In the absence of randomised trials, the management of bleeding during DAPT can only be addressed on the basis of individual cases. In conditions of combined high ischaemic and haemorrhage risk, maintaining a balanced treatment regimen is a truly complex undertaking and requires careful consideration of all the factors that can help to ensure that the DAPT is managed optimally.

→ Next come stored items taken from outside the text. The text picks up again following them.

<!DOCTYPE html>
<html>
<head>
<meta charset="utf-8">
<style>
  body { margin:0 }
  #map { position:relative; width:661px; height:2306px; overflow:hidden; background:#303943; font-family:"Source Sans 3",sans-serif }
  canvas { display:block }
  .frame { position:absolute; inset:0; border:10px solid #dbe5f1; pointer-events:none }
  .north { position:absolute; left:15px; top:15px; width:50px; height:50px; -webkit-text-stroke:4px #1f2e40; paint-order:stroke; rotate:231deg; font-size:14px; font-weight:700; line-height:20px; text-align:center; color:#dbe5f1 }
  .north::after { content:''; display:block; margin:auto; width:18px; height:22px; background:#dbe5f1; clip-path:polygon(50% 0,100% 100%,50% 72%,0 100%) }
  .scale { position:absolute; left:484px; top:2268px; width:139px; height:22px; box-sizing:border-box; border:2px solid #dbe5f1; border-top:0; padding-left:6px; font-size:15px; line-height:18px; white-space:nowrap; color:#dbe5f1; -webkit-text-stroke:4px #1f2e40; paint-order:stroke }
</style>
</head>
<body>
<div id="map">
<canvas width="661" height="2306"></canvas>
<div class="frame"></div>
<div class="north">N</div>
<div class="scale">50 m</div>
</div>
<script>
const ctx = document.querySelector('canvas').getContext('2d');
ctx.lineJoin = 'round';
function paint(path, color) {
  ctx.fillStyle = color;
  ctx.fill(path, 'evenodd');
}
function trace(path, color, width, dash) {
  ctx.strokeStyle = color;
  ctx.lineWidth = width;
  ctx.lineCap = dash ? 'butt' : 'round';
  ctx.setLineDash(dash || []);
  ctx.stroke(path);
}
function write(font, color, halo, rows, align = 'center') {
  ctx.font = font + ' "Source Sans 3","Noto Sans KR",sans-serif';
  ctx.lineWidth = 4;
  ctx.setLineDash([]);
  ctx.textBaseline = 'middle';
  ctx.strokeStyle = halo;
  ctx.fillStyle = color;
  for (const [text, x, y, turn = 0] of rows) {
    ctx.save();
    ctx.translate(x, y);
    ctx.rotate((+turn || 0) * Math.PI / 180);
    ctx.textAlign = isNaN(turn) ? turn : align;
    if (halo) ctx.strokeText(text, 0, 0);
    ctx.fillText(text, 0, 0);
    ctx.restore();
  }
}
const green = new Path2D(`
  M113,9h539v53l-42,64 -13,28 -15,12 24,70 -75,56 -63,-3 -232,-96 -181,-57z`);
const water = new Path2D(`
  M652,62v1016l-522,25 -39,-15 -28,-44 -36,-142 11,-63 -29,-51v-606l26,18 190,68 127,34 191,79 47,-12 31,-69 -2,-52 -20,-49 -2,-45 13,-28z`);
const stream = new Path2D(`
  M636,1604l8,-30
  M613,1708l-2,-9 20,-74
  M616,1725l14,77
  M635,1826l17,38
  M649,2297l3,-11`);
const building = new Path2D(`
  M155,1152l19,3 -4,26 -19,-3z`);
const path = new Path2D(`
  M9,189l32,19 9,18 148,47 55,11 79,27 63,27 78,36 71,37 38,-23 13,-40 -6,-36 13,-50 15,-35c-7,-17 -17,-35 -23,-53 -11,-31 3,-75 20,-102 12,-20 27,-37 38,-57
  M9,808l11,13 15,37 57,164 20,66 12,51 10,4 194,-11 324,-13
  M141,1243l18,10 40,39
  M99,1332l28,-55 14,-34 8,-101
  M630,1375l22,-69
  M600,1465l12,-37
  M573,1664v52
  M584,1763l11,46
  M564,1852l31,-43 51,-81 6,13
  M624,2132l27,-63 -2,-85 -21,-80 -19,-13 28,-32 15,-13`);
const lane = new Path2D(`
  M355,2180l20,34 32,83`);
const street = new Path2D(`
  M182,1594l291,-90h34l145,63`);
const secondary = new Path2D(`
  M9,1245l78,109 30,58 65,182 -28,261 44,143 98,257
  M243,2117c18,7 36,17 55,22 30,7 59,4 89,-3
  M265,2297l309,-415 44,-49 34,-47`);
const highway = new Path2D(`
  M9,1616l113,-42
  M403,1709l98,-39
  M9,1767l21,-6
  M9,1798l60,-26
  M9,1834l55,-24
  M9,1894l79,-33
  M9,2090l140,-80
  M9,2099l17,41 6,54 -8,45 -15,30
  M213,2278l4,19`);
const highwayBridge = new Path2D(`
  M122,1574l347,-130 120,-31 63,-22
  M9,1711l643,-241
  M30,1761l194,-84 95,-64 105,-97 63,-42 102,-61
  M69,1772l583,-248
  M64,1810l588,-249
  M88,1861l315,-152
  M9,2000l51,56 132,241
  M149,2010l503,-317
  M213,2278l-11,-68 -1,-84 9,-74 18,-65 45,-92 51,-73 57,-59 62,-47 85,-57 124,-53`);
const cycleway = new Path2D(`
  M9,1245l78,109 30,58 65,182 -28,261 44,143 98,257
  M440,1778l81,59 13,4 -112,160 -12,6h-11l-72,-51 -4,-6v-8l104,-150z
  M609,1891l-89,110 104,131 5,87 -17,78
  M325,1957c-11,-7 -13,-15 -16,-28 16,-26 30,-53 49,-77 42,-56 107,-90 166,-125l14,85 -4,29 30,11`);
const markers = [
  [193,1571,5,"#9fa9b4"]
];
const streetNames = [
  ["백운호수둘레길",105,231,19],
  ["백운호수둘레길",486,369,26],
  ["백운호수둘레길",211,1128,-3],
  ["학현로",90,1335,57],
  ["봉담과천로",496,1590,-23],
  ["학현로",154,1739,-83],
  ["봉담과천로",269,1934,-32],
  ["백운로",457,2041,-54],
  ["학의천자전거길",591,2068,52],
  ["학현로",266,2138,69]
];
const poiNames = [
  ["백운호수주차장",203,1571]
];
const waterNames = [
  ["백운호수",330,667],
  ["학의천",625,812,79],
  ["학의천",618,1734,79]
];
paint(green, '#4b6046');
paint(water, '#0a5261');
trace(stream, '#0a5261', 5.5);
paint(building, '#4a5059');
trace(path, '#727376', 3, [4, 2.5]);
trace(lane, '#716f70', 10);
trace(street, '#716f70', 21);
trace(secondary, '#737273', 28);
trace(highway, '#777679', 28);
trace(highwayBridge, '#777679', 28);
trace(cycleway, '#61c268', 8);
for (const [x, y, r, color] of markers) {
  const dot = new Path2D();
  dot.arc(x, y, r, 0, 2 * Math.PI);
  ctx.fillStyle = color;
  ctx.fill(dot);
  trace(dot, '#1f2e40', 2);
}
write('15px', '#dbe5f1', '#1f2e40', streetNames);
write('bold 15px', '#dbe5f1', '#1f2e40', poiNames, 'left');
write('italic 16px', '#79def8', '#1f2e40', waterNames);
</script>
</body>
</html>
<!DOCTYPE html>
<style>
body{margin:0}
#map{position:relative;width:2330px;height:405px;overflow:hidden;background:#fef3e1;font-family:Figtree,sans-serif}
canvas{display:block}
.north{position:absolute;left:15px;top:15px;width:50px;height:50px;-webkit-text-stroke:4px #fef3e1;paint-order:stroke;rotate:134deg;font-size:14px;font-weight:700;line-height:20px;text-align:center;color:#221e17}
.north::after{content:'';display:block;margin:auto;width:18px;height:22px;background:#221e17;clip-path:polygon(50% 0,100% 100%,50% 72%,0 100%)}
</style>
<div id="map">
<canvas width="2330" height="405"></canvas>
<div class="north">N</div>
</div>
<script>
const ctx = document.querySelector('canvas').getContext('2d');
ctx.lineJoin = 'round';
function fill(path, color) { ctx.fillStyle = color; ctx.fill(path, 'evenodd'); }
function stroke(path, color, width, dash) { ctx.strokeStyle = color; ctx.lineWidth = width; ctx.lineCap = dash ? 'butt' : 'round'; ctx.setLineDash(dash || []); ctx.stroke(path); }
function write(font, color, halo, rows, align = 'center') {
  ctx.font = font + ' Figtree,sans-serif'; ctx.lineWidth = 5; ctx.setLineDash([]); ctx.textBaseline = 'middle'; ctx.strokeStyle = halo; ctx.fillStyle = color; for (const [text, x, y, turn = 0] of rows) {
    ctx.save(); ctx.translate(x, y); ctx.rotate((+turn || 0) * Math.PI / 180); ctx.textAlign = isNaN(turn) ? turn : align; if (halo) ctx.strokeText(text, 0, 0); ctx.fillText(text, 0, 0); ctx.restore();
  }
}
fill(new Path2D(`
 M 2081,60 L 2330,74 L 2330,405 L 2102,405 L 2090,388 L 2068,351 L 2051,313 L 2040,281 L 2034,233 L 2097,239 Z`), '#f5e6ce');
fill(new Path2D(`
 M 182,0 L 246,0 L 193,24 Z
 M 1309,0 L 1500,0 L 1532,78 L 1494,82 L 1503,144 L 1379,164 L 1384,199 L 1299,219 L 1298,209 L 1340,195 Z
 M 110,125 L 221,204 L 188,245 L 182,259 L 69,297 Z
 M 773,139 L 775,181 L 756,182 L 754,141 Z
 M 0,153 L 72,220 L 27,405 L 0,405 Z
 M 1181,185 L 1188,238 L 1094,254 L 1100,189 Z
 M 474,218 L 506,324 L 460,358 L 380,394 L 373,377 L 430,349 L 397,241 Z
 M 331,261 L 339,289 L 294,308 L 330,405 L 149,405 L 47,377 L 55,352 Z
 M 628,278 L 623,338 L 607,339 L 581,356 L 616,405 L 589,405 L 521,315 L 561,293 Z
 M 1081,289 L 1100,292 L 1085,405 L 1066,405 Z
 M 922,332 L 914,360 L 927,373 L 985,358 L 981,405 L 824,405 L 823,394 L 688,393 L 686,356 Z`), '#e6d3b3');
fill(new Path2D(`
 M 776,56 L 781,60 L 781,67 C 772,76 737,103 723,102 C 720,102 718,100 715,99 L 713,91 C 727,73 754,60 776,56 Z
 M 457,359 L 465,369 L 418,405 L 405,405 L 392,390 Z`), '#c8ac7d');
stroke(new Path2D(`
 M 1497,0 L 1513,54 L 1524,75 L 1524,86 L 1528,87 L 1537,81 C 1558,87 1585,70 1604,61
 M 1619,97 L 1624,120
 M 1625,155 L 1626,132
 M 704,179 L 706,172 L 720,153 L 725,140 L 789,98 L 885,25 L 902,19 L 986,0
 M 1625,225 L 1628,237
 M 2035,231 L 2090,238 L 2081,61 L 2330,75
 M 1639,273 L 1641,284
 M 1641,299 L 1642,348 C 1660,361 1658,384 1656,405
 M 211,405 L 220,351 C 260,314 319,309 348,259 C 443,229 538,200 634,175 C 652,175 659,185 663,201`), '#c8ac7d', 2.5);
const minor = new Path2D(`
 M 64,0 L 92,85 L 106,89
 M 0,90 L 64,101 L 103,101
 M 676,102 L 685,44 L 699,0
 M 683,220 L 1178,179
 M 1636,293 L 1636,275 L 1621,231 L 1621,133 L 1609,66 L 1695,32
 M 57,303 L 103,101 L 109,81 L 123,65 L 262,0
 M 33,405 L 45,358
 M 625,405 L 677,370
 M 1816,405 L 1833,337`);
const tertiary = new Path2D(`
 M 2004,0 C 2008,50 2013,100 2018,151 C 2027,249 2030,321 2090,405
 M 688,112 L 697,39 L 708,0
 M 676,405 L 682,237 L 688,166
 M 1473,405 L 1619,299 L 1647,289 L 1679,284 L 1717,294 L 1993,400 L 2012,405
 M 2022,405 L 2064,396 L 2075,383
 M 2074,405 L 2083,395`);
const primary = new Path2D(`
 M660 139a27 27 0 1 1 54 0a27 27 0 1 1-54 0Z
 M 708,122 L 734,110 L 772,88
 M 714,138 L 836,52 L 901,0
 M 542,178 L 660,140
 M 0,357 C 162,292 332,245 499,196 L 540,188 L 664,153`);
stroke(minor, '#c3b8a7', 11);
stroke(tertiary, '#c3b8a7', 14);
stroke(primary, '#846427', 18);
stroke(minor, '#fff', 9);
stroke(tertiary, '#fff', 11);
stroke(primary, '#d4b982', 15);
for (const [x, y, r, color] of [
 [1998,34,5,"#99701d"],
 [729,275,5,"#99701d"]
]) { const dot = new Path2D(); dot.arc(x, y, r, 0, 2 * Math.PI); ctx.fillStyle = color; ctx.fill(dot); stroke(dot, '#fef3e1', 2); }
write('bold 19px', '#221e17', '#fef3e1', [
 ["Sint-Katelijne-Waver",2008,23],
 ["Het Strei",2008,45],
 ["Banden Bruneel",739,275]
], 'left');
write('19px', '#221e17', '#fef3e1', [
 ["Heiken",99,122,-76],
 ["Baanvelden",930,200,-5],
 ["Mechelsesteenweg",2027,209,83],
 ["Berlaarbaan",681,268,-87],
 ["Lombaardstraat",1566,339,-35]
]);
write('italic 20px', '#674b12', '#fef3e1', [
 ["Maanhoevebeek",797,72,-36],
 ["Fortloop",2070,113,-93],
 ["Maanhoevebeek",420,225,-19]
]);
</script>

The proposed approach remains inevitably incomplete due to the complexity of the possible scenarios; nevertheless, it can serve as a reference for achieving the best possible therapeutic compromise.

22. SUMMARY

Dual antiplatelet therapy (DAPT) based on aspirin and a P2Y₁₂ platelet receptor inhibitor is the cornerstone of the pharmacological treatment of patients with acute coronary syndrome (ACS) and those who have had coronary artery stenting. Long-term (>1 year) DAPT can further reduce the risk of stent thrombosis following percutaneous coronary intervention (PCI) and may limit the incidence of ischaemic events unrelated to the stent in patients with ACS. However, compared to aspirin alone, the prolonged use of aspirin and a P2Y₁₂ receptor inhibitor is associated with an increased risk of haemorrhaging that is closely associated with adverse events such as recurrent ischaemia, repeated hospitalisations and mortality. The results of several randomised clinical trials have been published in recent years; these compared the duration of DAPT in ACS patients and post-PCI cases by evaluating the outcomes of both short-term and prolonged DAPT regimens.

Although current European guidelines provide initial framework for the individualisation of antiplatelet treatment, it is becoming increasingly complex in clinical practice to identify the ideal patient for whom treatment with DAPT can be reduced or prolonged in a safe manner. The purpose of this consensus document is to summarise the evidence related to the optimal duration of DAPT and to provide guidance for the clinician engaged in defining the antiplatelet strategy for patients undergoing PCI or for those suffering from ACS.

Keywords Dual antiplatelet therapy; Dual long-term antiplatelet therapy; Coronary heart disease; Prior myocardial infarction.